Venezuela has deported Colombian kingpin Daniel “El Loco” Barrera back to his home country where the government is preparing to extradite him to the United States, a move it may want to expedite to avoid Barrera exerting any criminal influence from jail.
Loco Barrera and Jorge Milton Cifuentes, an alleged Colombian drug trafficker captured last week in Venezuela, were deported along with three other suspected criminals to Colombia on November 14, reported El Tiempo.
Loco Barrera was arrested on September 18 in the Venezuelan town of San Cristobal, his capture heralded by Colombian President Juan Manuel Santos as the most important in recent years.
According to El Tiempo, the process of extraditing Loco Barrera to the United States, where he was indicted in September 2011, has started, with the request ready to be submitted to Colombia’s Supreme Court for final approval.
Venezuelan Interior and Justice Minister Nestor Reverol announced that since Loco Barrera’s detention, authorities in the country have seized goods belonging to the kingpin amounting to some $35 million. Among these were 16 apartments, 17 houses, 48 vehicles, an airplane and a boat.

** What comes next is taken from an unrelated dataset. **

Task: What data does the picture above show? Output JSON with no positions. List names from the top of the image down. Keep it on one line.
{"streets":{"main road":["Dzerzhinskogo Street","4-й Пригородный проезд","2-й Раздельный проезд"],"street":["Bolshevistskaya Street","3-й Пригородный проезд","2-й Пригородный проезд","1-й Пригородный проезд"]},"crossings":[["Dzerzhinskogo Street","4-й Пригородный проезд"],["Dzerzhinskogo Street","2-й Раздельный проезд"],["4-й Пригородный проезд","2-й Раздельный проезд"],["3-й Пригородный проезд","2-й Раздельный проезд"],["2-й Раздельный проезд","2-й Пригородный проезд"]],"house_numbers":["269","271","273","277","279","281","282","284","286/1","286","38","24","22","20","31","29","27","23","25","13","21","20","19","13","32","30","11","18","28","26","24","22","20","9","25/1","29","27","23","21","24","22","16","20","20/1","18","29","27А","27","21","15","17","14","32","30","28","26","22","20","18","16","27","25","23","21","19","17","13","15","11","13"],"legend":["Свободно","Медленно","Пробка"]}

Eleven other people have been detained so far in Venezuela for belonging to Barrera’s network, including a former beauty queen and Miss Venezuela contestant.
InSight Crime Analysis
Though the required paperwork is apparently ready to be filed to the Supreme Court, the process of extraditing Loco Barrera to the United States could well be a lengthy one as the government awaits approval.
It may be in the country’s best interests to fast-track the application. Rastrojos leader Diego Perez Henao, alias “Diego Rastrojo,” is still in jail in Colombia awaiting a decision on whether he will be sent to the United States, despite being deported to Colombia in July following his June capture in Venezuela. This enabled him to reportedly continue running the Rastrojos from his cell in Colombia, something which led authorities to transferred him to another prison.
Loco Barrera — considered Colombia’s modern day Pablo Escobar — arguably exercises a great deal more power than Diego Rastrojo, meaning the likelihood of him doing similarly remains high. Should he be able to dictate criminal operations from his Colombian jail, this could have implications for his former stronghold in the country’s Eastern Plains, a major drug trafficking area that is currently in a state of flux after his arrest.